[Work to be completed]:
Look below for the line containing "display:grid; place-items:center; width:85px;"; from there through the line containing "display:flex; align-items:center; height:95px;", both lines included, please set down each line exactly and nothing else.

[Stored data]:
"""

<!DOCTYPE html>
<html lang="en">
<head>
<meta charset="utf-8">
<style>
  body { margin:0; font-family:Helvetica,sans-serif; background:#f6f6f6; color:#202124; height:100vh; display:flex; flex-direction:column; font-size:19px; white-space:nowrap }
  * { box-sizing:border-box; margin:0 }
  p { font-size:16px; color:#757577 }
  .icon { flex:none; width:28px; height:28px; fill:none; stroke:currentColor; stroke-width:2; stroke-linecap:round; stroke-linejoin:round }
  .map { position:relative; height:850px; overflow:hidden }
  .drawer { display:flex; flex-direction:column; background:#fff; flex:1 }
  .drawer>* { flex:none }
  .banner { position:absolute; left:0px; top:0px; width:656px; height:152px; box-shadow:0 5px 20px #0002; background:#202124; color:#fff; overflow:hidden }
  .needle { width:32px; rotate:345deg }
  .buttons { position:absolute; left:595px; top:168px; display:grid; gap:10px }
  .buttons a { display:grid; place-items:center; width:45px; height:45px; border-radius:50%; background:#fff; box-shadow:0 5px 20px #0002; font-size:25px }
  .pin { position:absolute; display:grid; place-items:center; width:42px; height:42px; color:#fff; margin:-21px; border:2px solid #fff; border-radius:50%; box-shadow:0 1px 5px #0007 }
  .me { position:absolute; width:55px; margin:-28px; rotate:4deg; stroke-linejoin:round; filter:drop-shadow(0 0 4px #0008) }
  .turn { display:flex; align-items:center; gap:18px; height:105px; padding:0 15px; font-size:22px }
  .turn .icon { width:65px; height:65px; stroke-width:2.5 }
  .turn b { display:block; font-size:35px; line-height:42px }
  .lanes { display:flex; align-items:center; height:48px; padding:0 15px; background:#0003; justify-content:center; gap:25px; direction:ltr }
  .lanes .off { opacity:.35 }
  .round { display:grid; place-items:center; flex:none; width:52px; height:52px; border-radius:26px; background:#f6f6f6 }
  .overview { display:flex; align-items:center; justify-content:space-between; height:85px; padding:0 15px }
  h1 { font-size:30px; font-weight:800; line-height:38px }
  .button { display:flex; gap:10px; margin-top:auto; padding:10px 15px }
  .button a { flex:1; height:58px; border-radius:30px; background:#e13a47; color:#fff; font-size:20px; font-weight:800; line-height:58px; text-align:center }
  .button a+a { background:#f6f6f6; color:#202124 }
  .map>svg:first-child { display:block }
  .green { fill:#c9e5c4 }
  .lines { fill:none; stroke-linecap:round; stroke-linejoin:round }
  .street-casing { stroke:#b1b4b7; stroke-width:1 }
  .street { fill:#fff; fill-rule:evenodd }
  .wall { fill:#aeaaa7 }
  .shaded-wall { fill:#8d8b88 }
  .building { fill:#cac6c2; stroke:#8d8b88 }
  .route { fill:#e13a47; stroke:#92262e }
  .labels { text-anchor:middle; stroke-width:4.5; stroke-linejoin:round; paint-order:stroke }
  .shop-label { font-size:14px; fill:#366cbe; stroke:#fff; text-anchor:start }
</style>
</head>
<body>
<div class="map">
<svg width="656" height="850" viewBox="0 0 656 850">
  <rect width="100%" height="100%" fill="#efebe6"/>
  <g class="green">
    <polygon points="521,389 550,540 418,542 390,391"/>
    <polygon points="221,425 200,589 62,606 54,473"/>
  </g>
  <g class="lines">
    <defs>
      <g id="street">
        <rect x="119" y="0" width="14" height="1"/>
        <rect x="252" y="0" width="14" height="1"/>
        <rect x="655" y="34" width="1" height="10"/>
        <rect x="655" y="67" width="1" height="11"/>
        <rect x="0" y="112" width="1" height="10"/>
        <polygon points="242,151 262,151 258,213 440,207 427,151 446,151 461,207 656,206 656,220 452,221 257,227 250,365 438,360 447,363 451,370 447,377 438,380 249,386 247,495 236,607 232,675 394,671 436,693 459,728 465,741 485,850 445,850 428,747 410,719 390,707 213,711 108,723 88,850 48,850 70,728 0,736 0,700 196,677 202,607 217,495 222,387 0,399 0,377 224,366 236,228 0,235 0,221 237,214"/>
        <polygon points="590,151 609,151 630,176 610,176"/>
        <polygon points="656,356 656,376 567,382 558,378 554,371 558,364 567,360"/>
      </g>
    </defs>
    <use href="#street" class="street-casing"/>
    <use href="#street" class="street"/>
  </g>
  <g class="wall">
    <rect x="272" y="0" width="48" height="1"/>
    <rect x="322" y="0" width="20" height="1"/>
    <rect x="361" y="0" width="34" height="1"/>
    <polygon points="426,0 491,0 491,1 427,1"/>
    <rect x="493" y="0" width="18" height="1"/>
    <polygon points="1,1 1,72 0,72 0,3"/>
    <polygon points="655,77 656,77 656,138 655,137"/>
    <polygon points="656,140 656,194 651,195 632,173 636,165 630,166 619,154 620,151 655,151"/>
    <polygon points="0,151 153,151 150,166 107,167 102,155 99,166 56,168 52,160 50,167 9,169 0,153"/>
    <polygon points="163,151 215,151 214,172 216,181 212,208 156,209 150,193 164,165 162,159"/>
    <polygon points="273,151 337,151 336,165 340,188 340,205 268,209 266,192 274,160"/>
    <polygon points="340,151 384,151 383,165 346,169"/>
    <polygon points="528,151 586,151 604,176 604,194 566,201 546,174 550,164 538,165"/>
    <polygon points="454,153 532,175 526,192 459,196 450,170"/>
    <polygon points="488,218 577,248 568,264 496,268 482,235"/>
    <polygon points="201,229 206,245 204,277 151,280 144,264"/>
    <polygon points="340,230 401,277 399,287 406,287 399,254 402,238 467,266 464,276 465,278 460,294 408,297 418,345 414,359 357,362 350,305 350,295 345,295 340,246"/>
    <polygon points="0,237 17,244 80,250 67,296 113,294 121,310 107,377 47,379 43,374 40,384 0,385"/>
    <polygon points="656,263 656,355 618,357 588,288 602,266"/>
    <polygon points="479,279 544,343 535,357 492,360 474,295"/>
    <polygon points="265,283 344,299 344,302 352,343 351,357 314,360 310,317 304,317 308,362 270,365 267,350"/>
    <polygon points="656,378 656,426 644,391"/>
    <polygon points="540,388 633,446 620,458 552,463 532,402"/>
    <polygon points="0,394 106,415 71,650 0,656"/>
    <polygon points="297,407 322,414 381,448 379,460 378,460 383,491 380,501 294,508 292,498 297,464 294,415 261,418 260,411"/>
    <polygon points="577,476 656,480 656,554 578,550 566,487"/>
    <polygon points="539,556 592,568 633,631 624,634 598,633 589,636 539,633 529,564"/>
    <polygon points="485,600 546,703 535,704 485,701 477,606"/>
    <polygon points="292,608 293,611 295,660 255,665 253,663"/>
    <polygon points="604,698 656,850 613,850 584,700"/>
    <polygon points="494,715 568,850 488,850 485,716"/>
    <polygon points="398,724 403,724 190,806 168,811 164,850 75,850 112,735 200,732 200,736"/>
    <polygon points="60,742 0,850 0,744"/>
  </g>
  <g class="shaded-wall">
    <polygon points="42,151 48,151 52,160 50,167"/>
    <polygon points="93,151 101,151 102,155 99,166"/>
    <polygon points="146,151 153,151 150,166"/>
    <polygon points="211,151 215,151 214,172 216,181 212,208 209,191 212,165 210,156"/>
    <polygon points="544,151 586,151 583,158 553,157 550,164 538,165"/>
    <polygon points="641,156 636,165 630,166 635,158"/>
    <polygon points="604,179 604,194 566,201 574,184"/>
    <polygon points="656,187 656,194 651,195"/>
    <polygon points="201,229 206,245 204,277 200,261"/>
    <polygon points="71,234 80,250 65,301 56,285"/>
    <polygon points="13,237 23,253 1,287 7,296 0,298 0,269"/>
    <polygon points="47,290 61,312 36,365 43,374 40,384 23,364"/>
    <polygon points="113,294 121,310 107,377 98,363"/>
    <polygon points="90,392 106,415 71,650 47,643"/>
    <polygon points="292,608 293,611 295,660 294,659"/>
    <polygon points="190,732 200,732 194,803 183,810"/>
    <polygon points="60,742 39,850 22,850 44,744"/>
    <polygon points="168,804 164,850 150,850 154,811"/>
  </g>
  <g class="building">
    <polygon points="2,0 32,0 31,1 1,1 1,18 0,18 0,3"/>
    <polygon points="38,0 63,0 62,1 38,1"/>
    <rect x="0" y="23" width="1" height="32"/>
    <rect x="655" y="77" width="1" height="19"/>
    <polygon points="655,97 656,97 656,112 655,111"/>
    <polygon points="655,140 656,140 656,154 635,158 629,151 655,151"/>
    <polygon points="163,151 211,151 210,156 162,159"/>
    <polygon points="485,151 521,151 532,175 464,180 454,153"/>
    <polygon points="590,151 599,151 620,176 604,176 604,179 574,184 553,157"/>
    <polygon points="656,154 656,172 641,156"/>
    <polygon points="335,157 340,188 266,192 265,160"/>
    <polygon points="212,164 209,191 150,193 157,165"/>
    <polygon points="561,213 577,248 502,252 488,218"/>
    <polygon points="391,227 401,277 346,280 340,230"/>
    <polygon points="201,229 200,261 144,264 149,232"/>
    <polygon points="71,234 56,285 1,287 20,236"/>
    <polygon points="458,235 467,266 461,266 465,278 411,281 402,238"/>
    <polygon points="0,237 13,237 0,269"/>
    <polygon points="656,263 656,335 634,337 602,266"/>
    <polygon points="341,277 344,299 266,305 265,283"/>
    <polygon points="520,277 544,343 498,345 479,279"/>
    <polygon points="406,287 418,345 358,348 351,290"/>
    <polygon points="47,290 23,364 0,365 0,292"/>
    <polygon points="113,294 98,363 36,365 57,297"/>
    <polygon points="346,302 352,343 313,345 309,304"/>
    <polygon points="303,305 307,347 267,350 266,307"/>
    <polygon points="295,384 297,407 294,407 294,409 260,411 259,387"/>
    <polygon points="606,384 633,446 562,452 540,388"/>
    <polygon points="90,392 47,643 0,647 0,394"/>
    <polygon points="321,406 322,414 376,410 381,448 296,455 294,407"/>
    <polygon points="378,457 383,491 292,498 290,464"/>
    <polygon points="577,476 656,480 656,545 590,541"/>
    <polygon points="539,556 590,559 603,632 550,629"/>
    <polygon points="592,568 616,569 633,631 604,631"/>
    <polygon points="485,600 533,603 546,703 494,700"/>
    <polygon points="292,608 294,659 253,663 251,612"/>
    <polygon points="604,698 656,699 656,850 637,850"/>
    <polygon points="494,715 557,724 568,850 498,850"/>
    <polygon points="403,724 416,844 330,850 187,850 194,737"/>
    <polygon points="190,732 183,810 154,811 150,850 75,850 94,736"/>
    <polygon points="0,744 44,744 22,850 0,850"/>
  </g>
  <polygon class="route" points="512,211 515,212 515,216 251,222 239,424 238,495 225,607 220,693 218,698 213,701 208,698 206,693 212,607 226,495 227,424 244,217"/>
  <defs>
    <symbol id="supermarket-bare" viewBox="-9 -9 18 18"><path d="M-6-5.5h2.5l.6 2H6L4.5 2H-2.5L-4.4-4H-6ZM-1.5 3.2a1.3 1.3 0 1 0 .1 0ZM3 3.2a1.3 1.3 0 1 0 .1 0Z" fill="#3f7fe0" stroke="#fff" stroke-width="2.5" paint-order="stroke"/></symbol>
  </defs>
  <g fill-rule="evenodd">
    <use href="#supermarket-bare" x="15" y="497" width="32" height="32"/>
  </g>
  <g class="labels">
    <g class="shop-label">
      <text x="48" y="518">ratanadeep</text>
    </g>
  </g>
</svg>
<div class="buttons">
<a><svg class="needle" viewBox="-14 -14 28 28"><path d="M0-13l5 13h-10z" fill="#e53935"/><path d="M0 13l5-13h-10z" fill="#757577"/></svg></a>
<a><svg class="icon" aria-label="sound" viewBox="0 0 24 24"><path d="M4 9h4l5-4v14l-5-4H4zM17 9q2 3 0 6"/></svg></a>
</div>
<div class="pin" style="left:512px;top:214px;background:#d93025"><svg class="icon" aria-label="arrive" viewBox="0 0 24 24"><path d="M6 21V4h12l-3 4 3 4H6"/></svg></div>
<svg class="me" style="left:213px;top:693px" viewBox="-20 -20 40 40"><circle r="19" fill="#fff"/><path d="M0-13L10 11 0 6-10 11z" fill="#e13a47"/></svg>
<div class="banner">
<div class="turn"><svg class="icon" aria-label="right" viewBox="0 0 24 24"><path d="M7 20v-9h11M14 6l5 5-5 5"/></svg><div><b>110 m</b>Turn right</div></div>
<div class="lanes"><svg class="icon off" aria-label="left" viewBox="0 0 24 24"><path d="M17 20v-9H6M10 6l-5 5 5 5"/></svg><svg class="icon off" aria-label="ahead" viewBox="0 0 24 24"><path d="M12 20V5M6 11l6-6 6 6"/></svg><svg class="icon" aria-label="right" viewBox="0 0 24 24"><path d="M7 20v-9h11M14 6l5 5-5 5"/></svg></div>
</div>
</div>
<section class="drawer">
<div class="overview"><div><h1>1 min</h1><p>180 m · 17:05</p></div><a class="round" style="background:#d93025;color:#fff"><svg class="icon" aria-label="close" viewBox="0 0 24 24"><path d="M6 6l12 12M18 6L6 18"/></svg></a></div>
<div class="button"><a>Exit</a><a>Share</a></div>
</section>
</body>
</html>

"""
"""

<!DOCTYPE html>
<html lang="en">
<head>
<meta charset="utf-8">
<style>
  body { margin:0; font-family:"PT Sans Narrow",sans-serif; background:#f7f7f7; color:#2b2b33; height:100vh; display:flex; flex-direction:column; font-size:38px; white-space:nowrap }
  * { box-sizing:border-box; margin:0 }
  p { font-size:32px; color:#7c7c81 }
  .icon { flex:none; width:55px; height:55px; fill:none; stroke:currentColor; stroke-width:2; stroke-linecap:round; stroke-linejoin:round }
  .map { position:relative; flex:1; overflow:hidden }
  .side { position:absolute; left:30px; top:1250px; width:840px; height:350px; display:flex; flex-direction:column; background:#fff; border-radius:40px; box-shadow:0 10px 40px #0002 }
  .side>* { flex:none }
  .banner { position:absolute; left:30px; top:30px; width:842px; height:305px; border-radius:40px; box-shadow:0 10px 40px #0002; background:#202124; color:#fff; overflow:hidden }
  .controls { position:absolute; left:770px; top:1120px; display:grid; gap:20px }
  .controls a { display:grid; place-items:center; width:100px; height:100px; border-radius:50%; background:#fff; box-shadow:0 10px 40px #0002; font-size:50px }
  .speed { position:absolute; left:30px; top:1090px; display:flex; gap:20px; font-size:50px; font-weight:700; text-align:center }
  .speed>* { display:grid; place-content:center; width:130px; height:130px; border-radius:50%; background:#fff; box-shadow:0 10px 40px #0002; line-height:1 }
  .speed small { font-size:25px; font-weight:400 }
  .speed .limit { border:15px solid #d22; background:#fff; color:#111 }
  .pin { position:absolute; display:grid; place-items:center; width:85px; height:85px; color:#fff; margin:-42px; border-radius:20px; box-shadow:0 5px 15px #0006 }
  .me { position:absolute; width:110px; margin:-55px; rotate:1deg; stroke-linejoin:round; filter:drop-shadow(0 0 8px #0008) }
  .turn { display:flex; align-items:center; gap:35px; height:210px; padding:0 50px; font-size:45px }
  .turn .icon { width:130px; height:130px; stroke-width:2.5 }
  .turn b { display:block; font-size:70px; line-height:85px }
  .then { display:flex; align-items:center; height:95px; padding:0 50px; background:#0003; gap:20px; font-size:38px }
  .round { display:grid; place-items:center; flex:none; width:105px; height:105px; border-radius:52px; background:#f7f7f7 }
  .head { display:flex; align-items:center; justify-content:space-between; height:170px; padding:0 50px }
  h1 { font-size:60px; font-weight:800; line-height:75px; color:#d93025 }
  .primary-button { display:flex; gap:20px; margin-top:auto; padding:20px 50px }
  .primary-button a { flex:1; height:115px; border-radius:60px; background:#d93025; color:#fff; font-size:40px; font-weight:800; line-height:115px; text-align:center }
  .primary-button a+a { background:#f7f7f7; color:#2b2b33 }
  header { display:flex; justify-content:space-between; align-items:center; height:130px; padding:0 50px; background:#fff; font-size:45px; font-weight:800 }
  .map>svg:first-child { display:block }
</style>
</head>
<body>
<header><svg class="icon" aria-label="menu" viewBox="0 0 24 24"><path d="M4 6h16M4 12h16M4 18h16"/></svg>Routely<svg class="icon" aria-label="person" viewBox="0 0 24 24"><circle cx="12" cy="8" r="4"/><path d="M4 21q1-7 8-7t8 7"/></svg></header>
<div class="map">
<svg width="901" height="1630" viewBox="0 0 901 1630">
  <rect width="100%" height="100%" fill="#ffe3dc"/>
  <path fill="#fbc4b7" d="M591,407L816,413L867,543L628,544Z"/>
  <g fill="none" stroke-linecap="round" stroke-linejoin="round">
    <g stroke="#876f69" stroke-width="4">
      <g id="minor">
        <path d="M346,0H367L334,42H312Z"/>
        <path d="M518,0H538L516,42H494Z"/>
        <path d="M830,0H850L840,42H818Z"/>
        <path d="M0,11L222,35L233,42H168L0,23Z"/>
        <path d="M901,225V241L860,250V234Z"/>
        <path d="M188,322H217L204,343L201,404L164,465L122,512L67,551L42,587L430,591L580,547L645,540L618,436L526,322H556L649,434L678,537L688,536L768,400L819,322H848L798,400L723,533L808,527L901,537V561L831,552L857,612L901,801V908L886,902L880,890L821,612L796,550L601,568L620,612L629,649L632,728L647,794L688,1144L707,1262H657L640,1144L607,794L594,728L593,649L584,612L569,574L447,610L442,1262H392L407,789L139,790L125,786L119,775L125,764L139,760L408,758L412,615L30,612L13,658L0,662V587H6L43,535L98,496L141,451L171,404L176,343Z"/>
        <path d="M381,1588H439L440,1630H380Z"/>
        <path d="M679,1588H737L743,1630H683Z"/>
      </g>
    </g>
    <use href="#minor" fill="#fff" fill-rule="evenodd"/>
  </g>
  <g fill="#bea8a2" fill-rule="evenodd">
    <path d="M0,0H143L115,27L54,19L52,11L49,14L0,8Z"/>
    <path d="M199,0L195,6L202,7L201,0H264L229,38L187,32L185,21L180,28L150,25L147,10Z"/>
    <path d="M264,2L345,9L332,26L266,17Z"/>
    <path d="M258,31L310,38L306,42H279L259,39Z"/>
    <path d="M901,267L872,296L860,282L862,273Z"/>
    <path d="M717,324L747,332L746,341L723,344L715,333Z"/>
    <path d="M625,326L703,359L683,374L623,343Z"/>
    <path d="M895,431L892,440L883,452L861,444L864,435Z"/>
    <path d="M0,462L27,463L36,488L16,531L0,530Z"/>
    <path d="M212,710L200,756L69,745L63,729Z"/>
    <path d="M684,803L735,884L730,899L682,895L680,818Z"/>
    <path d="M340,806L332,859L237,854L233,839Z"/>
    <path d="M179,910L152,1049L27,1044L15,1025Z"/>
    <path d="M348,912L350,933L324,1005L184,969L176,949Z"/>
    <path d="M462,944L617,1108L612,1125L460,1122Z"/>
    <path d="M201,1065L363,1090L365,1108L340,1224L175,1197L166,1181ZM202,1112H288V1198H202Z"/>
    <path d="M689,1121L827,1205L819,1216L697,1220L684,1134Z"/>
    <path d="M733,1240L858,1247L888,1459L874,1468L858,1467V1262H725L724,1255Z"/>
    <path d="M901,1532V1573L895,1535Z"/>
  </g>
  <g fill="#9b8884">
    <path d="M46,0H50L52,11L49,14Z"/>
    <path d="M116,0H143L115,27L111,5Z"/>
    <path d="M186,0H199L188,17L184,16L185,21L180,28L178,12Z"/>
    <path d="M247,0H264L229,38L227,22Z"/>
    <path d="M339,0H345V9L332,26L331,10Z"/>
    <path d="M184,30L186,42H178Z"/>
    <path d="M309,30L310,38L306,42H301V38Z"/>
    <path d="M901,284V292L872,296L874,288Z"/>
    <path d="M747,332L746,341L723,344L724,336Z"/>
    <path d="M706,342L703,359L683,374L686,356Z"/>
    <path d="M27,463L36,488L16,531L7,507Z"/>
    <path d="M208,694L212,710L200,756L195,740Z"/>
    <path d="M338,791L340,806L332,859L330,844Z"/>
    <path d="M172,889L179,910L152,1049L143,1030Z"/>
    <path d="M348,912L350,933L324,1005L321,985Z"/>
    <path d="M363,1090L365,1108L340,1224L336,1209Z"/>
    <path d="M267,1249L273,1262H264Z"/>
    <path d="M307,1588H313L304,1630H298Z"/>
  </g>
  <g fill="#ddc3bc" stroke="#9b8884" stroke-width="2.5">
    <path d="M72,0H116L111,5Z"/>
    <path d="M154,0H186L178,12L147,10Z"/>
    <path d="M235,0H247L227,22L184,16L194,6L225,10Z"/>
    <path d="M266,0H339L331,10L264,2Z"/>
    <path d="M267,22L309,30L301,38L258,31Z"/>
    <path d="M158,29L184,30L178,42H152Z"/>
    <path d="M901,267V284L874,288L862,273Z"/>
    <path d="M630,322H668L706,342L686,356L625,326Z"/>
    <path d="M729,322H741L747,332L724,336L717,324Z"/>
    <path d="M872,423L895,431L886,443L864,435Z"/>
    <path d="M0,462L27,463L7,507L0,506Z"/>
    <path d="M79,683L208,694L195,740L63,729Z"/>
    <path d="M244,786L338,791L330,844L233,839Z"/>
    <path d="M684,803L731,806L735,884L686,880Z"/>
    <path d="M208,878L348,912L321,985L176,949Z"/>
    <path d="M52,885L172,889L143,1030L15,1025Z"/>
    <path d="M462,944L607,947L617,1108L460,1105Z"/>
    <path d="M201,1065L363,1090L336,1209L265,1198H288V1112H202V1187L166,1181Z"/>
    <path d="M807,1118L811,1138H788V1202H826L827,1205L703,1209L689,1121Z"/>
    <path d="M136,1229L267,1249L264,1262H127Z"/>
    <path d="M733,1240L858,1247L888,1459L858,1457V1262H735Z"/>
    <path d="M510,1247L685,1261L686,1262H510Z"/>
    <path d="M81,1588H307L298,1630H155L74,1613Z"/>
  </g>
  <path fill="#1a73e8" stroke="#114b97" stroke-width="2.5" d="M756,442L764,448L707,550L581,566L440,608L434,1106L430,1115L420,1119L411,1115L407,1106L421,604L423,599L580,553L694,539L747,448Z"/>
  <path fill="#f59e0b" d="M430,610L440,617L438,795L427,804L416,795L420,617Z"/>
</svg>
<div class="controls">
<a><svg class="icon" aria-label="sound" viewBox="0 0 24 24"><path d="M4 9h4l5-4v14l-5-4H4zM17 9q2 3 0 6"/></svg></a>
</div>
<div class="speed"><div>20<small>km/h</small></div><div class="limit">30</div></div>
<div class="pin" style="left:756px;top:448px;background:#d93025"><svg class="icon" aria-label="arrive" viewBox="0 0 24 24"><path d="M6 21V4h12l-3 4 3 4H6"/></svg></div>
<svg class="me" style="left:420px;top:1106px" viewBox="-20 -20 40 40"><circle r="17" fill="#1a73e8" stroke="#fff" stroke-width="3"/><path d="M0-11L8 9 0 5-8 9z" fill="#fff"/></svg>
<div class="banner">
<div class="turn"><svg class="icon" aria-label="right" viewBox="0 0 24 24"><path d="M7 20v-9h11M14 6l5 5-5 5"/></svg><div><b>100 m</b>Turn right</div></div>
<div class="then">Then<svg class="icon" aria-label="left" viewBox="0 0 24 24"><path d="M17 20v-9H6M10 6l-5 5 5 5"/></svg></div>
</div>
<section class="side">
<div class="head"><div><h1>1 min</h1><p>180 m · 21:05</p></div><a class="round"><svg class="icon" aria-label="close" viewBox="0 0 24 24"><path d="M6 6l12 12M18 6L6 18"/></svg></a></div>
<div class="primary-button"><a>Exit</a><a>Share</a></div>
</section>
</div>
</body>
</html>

"""

[Expected answer]:
  .pin { position:absolute; display:grid; place-items:center; width:85px; height:85px; color:#fff; margin:-42px; border-radius:20px; box-shadow:0 5px 15px #0006 }
  .me { position:absolute; width:110px; margin:-55px; rotate:1deg; stroke-linejoin:round; filter:drop-shadow(0 0 8px #0008) }
  .turn { display:flex; align-items:center; gap:35px; height:210px; padding:0 50px; font-size:45px }
  .turn .icon { width:130px; height:130px; stroke-width:2.5 }
  .turn b { display:block; font-size:70px; line-height:85px }
  .then { display:flex; align-items:center; height:95px; padding:0 50px; background:#0003; gap:20px; font-size:38px }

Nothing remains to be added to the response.